WGAD (930 AM) is a radio station licensed to serve Rainbow City, Alabama, United States. It operates at 930 kilohertz, with a daytime power of 5,000 watts non-directional, and 500 watts directional at night. Established in 1951, the station is currently owned by Jeff Beck and the broadcast license is held by Gadsden Radio Media, LLC.

==Programming==
WGAD broadcasts an oldies format to the greater Gadsden, Alabama, area. Weekend programming features special shows from Scott Shannon, Dick Bartley, and Gadsden's own Bob Mayben. July 2007 when the station changed formats, they launched a live and local morning show. The show maintained the same host but changed co-hosts several times before the show was taken off the air in November 2008.

==History==
The 930 frequency came to Gadsden when local druggist "Doc" Cary Graham put WETO on the air in 1950. WETO operated with 1,000 watts daytime only. In 1963 Gadsden radio veteran Charlie "B" Boman bought the station from Mr. Graham, and began a series of upgrades, both to the station and its image. From its original location in the rear of "Doc's" drug store, Boman moved to the Life of Alabama Insurance building on the main street of town, and installed all new equipment. Boman had begun his radio career at the original WJBY, and found those call letters to be available, so the heritage call returned to the air at the 930 spot on the dial, late in 1963. Boman also raised the power to 5,000 watts, while still a daytime station. In the early to middle seventies, the station enjoyed popularity as a contemporary music station under Program Director Bob Mayben, who patterned the presentation after pop stations in large markets. In the late 1970s Boman sold WJBY to Hinton Mitchem and Gordon Henderson, who added the night time signal and erected four new towers.
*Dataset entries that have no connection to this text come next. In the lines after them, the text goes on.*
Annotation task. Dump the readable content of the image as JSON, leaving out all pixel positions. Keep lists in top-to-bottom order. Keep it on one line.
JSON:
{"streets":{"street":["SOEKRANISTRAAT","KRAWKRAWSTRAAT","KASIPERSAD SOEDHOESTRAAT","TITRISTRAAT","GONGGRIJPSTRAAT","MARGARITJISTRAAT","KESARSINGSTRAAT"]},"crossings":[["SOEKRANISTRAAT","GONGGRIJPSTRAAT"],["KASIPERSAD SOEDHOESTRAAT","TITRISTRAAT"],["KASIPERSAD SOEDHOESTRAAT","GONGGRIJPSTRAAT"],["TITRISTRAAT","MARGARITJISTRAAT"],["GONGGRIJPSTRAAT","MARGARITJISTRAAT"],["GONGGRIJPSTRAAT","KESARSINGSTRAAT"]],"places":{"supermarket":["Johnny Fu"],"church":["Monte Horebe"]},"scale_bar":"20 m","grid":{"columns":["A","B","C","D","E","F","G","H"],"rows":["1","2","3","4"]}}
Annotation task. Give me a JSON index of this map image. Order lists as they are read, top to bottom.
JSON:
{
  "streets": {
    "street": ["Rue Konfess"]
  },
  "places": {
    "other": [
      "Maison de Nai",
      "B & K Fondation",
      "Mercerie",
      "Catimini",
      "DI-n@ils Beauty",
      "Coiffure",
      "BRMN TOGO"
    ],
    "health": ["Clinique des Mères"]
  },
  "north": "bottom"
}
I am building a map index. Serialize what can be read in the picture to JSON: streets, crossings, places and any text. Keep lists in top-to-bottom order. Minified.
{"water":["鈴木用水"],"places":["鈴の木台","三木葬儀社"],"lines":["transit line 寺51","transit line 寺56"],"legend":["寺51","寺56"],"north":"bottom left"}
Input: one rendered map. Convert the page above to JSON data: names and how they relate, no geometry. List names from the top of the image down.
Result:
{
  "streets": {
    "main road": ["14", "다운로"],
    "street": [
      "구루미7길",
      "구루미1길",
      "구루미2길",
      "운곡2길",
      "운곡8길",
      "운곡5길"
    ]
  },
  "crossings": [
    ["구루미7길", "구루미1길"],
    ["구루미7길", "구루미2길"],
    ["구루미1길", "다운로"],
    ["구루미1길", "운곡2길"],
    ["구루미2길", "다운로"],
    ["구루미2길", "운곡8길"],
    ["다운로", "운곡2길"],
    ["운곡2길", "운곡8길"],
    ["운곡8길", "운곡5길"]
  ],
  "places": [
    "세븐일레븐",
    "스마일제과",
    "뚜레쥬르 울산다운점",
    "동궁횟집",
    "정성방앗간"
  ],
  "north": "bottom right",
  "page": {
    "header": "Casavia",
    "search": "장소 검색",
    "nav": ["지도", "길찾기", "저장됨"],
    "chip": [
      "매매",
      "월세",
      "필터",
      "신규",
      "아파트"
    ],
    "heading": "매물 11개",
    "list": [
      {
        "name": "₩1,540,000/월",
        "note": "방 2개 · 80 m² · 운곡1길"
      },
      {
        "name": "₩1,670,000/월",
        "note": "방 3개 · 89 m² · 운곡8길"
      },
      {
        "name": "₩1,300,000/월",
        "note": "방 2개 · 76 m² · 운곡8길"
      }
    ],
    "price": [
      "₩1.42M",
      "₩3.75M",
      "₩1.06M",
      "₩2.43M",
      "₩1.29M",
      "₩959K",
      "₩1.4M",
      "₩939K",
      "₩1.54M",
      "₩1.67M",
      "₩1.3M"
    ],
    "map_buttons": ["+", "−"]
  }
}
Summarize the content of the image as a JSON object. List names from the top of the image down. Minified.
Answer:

In 2011, the station was sold to Jeff Beck.

==Frequency swap==
On October 4, 2007, the WJBY call sign was moved from 930 AM to 1350 AM while sister station WGAD in Gadsden had its call sign moved from 1350 AM to 930 AM. In October 2010, the stations began the process to regain their original (prior to 2007) call letters. The station on 930 AM went dark on October 10, 2010, and regained the "WJBY" call sign on January 19, 2011. WJBY resumed normal broadcast operations on September 12, 2011. On September 20, 2012, the station changed its call sign back to WGAD.

On August 30, 2013 WGAD changed their format to adult hits, and in 2015 moved to a broad oldies format.